> INSTRUCTIONS TO FOLLOW: Here are some records. Copy each one exactly.

> RECORDS SHOWN:
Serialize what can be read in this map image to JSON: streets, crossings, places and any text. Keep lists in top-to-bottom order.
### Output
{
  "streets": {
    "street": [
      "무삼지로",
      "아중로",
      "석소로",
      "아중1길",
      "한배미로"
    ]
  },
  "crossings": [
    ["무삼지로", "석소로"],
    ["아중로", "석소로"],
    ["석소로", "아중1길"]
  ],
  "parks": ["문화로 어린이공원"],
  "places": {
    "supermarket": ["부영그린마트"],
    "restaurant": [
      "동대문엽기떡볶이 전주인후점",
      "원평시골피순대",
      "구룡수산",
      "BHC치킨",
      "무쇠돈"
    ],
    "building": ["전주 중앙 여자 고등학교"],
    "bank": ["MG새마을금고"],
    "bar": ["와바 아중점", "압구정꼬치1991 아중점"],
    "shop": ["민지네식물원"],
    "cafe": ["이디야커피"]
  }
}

> WRITTEN ANSWER:
Serialize what can be read in this map image to JSON: streets, crossings, places and any text. Keep lists in top-to-bottom order.
### Output
{
  "streets": {
    "street": [
      "무삼지로",
      "아중로",
      "석소로",
      "아중1길",
      "한배미로"
    ]
  },
  "crossings": [
    ["무삼지로", "석소로"],
    ["아중로", "석소로"],
    ["석소로", "아중1길"]
  ],
  "parks": ["문화로 어린이공원"],
  "places": {
    "supermarket": ["부영그린마트"],
    "restaurant": [
      "동대문엽기떡볶이 전주인후점",
      "원평시골피순대",
      "구룡수산",
      "BHC치킨",
      "무쇠돈"
    ],
    "building": ["전주 중앙 여자 고등학교"],
    "bank": ["MG새마을금고"],
    "bar": ["와바 아중점", "압구정꼬치1991 아중점"],
    "shop": ["민지네식물원"],
    "cafe": ["이디야커피"]
  }
}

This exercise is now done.